RS Lamongan Jadi Referensi Penelitian Obat Covid-19

Share this :

Lamongan, koranmemo.com – Luar biasa. Pusat penelitian dan pengembangan Stem Cell Universitas Airlangga yang bekerjasama dengan Badan Intelijen Nasional serta Badan Pengawas Obat dan Makanan menjadikan Kabupaten Lamongan sebagai tempat study klinis obat covid-19.

Hal tersebut seperti disampaikan oleh Ketua Pusat Penelitian dan Pengembangan Stem Cell Universitas Airlangga Dr. Purwati, dr., Sp.PD, K-PTI, FINASIM di Ruang Kerja Bupati Lamongan, Kamis (9/7). “RS di Kabupaten Lamongan menjadi prioritas bersama RS di Kediri, Pemkot Surabaya dan RSPAD,” jelasnya.

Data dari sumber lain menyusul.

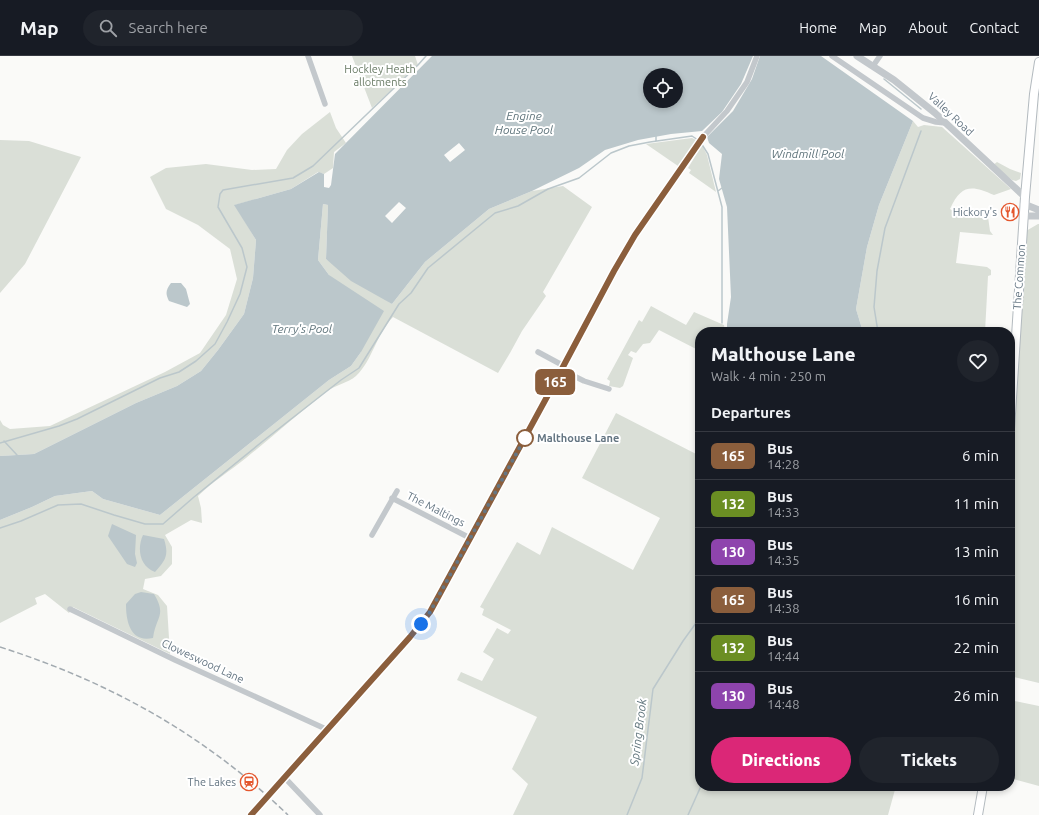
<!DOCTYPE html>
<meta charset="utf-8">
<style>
body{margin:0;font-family:Ubuntu,sans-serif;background:#20242c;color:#f1f3f6;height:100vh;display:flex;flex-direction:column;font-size:15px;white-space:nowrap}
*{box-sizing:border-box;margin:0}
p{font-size:13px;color:#9ea1a6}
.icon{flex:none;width:22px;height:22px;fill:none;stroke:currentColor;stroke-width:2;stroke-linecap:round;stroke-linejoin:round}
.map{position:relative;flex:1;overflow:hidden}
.panel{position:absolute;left:695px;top:271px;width:320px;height:464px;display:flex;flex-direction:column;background:#171b24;border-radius:16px;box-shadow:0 2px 6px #0003}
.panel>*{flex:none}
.badge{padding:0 8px;border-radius:6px;font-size:14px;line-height:26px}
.tools{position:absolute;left:643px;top:12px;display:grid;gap:8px}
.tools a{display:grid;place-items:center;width:40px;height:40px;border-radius:50%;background:#171b24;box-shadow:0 2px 6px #0003;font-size:20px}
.you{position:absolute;width:20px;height:20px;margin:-10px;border:3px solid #fff;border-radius:50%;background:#1a73e8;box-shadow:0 0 0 6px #1a73e833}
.map>.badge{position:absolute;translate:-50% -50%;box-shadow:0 0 0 2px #fff}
h2{padding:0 16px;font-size:15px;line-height:36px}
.round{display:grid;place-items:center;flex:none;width:42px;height:42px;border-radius:21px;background:#20242c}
.headline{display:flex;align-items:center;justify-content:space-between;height:68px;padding:0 16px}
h1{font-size:19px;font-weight:800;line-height:30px}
.primary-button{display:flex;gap:8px;margin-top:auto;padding:8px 16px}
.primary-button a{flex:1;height:46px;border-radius:24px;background:#db2777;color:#fff;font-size:16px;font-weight:800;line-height:46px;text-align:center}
.primary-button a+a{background:#20242c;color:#f1f3f6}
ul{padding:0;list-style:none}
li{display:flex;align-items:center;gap:12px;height:48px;padding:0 16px;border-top:1px solid #363941}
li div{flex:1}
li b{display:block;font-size:15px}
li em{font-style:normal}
li .badge{min-width:44px;font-weight:700;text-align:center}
header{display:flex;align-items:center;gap:24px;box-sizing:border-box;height:56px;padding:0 20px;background:#171b24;border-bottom:1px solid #363941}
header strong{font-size:19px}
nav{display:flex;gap:22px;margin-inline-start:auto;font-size:14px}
.search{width:280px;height:36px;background:#20242c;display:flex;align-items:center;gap:10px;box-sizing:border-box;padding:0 14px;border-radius:22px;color:#9ea1a6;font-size:15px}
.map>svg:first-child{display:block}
</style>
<header>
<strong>Map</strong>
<div class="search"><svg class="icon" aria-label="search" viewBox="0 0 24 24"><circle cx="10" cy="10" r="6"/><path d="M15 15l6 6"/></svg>Search here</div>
<nav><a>Home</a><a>Map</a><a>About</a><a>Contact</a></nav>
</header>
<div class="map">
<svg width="1039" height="759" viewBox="0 0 1039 759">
<rect width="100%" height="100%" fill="#fafaf8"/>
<path fill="#dadfd7" d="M352 0H415L418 9 372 52Z
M330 56 336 72 346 87 334 96 333 112 324 118 318 116 291 133 235 149 256 184 253 222 244 258 218 294 201 315 177 330 136 347 34 398 0 400V364L3 369 10 373 50 370 165 316 200 297 226 259 237 223 230 193 198 169 166 153 150 121 166 112 206 108 252 114 276 113 287 94 302 78Z
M913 65 918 71 924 69 942 71 1011 133 994 139C972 129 961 128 950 153L960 159 988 161 990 175 993 179 960 176 956 207 987 211 991 214V219L988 220 985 276H863L856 253 867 191 879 149Z
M692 82 696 84 678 110 646 88Z
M0 84 29 85 81 101 25 208 0 237Z
M702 89 707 99 716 136 689 117 691 114 688 112Z
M997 106 1010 113 1021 117 1020 123 1016 125 1012 124 993 109Z
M563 130 592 151 543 236 546 240 522 275 510 297 498 317 393 261C376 278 373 304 356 320 348 327 335 329 326 336 299 357 273 380 246 402 230 415 212 426 198 440L201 452 202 467 191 464 165 479 172 491V508L161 520 145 523 143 533 158 539 167 550 170 598 73 551 69 557 45 538 35 542 37 548 0 567V464L32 451 55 440 92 435 103 443 160 459 329 324 351 310 361 296 329 219 318 204 323 148 328 149 326 203 392 248 425 206 489 153 532 135Z
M1038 168H1039V627L1010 620V449L1026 175Z
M651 250 686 269 694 256 724 269 725 276H700V295L659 274 650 287 643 288 636 297 631 295 628 299 633 302 623 330 620 332 609 330 610 325 607 323 639 264 642 266Z
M616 357 700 400V730H896L888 759H513L528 728 512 713 537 661 457 624 461 616 482 625 494 603 483 596 497 572 508 578 511 574 482 559 484 553 480 551 517 486 540 499 552 471 633 514 660 462 582 422Z
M1010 644 1039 650V730L1010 722Z"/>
<path fill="#bbc7cb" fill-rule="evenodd" d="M432 0H753L741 28 722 56 702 75 671 78 638 84 605 94 579 112 532 135 489 153 425 206 392 248 351 225 326 203 328 149 323 148 318 204 329 219 384 255 361 296 351 310 329 324 160 459 103 443 92 435 55 440 32 451 0 464V400L34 398 136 347 177 330 201 315 218 294 244 258 253 222 256 184 234 149 291 133 319 116 324 118V131L329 132 331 129 335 98ZM650 19H676V45H650ZM459 87 465 94 450 106 444 99ZM399 146 406 152 392 167 385 160Z
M760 0H821L913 65 879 149 867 191 856 253 863 276H727V268L731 241 727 151 719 123 722 98 709 87 707 81 733 55 752 23Z
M171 227H181L186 233 190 248 187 251 169 245C165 237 166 234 171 227Z
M112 468 136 479 135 498 137 507 135 511 127 508 108 480Z
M143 479 164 483C169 499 166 504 155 516 139 510 137 492 143 479Z
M141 536 154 538C167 560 156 560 153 582 130 587 126 565 126 548L135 538Z"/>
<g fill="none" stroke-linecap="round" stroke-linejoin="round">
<path stroke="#bbc7cb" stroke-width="1.5" d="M884 23 921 53
M656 80V85
M701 87 708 98 722 151V267
M718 135 722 132
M878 276 874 251 877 215 885 172 921 75
M4 385 17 399
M0 387 59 370 77 363 160 322 179 316 196 305 215 288 227 266 240 238 247 211 242 192 218 151 220 138 223 134 293 122 313 110 418 9 426 0
M0 472 21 465 58 449 81 448 114 459 145 468H163L194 441 263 385 341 324 359 312 399 248 411 237 428 212 495 157 518 150 548 133 579 122 611 97 629 90 650 86 692 80 698 84
M627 759 642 722 653 633 683 585 696 567 700 559
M688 759 701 730"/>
<defs>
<path id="secondary" d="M1010 373 1025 141 1034 38 1039 6
M978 759 983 730"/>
</defs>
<use href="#secondary" stroke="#b3babf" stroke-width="10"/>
<path stroke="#c3c8cc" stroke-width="5.5" d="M308 0 325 48
M832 0 923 62 936 66 946 67
M873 10 880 0
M538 296 564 310
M562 314 584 325 609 333
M392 442 470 482
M372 479 397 435
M70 553 175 604 328 674
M285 722 320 759
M277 730 414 575 430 556 549 339 614 215 635 179 703 81 727 55 747 26 757 0
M251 759 256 754"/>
<path stroke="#c3c8cc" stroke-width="7" d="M857 0 894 24 935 57 1025 141
M1024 148 1039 154
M1023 160H1039"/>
<use href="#secondary" stroke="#fff" stroke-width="8"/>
<path stroke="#a2aab0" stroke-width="1.5" stroke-dasharray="6 3" stroke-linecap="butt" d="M0 591C110 626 205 679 288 759"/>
<path stroke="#c3c8cc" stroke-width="5.5" d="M256 754 277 730"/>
</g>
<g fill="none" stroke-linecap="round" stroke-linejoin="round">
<defs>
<path id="line" d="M251 759 410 581 430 556 548 339 614 215 635 179 703 81"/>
</defs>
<use href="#line" stroke="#fff" stroke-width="9"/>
<use href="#line" stroke="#8b5e3c" stroke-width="6"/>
<path stroke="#657683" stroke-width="4" stroke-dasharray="0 7.2" d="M421 568 430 556 443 532 526 380 525 382"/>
</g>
<defs>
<symbol id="restaurant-ring" viewBox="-11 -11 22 22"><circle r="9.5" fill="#fff" stroke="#e4572e" stroke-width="1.5"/><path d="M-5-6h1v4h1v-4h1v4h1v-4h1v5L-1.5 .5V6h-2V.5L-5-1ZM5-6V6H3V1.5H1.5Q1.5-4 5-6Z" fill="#e4572e"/></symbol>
<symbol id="station-ring" viewBox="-11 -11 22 22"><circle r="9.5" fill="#fff" stroke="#e4572e" stroke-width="1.5"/><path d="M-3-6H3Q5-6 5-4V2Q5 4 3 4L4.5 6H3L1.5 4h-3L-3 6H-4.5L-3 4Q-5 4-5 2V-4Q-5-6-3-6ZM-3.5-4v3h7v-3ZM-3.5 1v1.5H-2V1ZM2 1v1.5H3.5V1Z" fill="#e4572e"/></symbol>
</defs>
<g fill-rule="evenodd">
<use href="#restaurant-ring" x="1000" y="146" width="20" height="20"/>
<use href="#station-ring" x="239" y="716" width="20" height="20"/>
</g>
<circle fill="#fff" stroke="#8b5e3c" stroke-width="2" cx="525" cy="382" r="8"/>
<g text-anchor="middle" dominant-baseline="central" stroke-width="4" stroke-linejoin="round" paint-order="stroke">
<g font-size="11" fill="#687a64" stroke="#fff">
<text x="380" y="13">Hockley Heath<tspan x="380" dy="13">allotments</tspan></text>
</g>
<g font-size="11" fill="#657683" stroke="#fff">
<text transform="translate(951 58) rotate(43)">Valley Road</text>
<text transform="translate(1019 221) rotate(-86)">The Common</text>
<text transform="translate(436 453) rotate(27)">The Maltings</text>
<text transform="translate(203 605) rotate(25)">Cloweswood Lane</text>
</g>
<g font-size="11" fill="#657683" stroke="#fff" text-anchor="end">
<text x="997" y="156">Hickory's</text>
<text x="236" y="726">The Lakes</text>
</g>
<g font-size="11" font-weight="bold" fill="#657683" stroke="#fff" text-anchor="start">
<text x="537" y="382">Malthouse Lane</text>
</g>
<g font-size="12" font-style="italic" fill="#60757c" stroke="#fff">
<text x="524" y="59">Engine<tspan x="524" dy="14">House Pool</tspan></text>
<text x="808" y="97">Windmill Pool</text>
<text x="302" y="272">Terry's Pool</text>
<text transform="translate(638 676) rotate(-83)">Spring Brook</text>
</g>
</g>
</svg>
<div class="tools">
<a><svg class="icon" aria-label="locate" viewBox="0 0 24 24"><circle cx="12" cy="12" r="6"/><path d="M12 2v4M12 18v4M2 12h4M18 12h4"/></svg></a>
</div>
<div class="you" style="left:421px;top:568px"></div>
<b class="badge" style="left:555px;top:326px;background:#8b5e3c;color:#fff">165</b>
<section class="panel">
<div class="headline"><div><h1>Malthouse Lane</h1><p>Walk · 4 min · 250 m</p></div><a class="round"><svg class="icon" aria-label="heart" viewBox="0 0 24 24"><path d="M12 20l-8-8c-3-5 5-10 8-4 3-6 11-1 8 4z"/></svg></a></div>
<h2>Departures</h2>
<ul>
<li><span class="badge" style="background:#8b5e3c;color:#fff">165</span><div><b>Bus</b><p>14:28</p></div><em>6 min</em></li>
<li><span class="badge" style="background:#6b8e23;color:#fff">132</span><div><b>Bus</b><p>14:33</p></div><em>11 min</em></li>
<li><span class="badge" style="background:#8e44ad;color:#fff">130</span><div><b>Bus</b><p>14:35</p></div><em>13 min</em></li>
<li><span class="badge" style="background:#8b5e3c;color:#fff">165</span><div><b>Bus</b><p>14:38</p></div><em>16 min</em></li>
<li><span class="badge" style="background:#6b8e23;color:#fff">132</span><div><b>Bus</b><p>14:44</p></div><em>22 min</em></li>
<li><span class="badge" style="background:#8e44ad;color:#fff">130</span><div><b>Bus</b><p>14:48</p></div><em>26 min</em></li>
</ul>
<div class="primary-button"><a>Directions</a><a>Tickets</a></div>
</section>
</div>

Dijelaskan Purwati bahwa hasilnya telah dilaporkan pada BIN selanjutnya ditindaklanjuti oleh BPOM dan Kementrian Kesehatan serts surat persetujuan pelaksanaan uji klinis secara nasional sudah turun dari Kepala BPOM ke Rektor UNAIR pada Jumat minggu lalu.

“Di masa pandemi seperti ini yang dapat kami lakukan yakni membuat pintasan untuk mencari obat, karena kalau membuat obat baru memerlukan proses yang panjang oleh karena itu Kami meneliti obat yang sudah beredar, yang selama ini belum diketahui efek antivirusnya melalui serangkaian uji laboratorium. Kami menggunakan sampel virus covid-19 yang menjangkit di Indonesia dan 14 regimen obat (6 senyawa tunggal dan 8 kombinasi),” ungkap Dr. Purwati.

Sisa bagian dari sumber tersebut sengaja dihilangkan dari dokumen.